Collected data

###

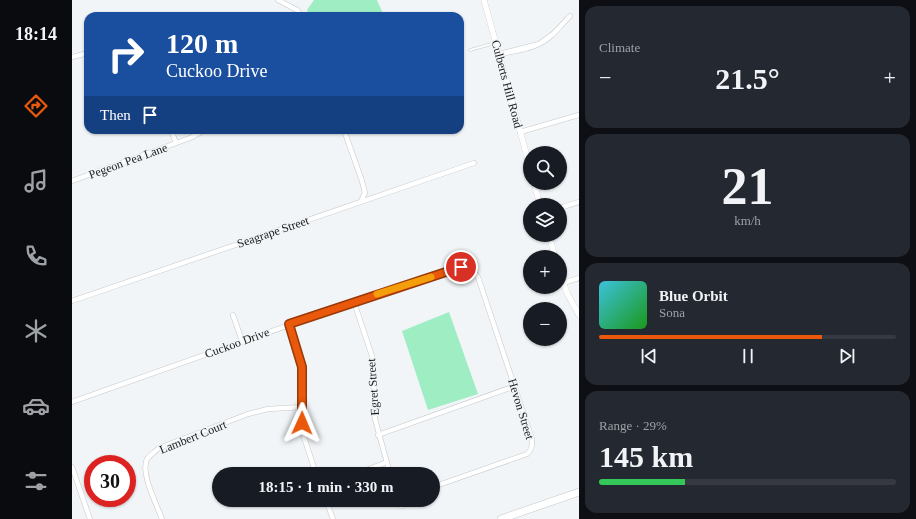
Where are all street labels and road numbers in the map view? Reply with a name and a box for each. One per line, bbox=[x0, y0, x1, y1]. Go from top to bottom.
street label: Culberts Hill Road bbox=[489, 38, 525, 130]
street label: Pegeon Pea Lane bbox=[87, 140, 169, 182]
street label: Seagrape Street bbox=[235, 213, 311, 251]
street label: Cuckoo Drive bbox=[203, 325, 271, 361]
street label: Egret Street bbox=[364, 357, 382, 416]
street label: Hevon Street bbox=[505, 377, 537, 442]
street label: Lambert Court bbox=[157, 417, 229, 457]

###

Transcribe the records above exactly as they appear, leaving out any pictures.

Where are all street labels and road numbers in the map view? Reply with a name and a box for each. One per line, bbox=[x0, y0, x1, y1]. Go from top to bottom.
street label: Culberts Hill Road bbox=[489, 38, 525, 130]
street label: Pegeon Pea Lane bbox=[87, 140, 169, 182]
street label: Seagrape Street bbox=[235, 213, 311, 251]
street label: Cuckoo Drive bbox=[203, 325, 271, 361]
street label: Egret Street bbox=[364, 357, 382, 416]
street label: Hevon Street bbox=[505, 377, 537, 442]
street label: Lambert Court bbox=[157, 417, 229, 457]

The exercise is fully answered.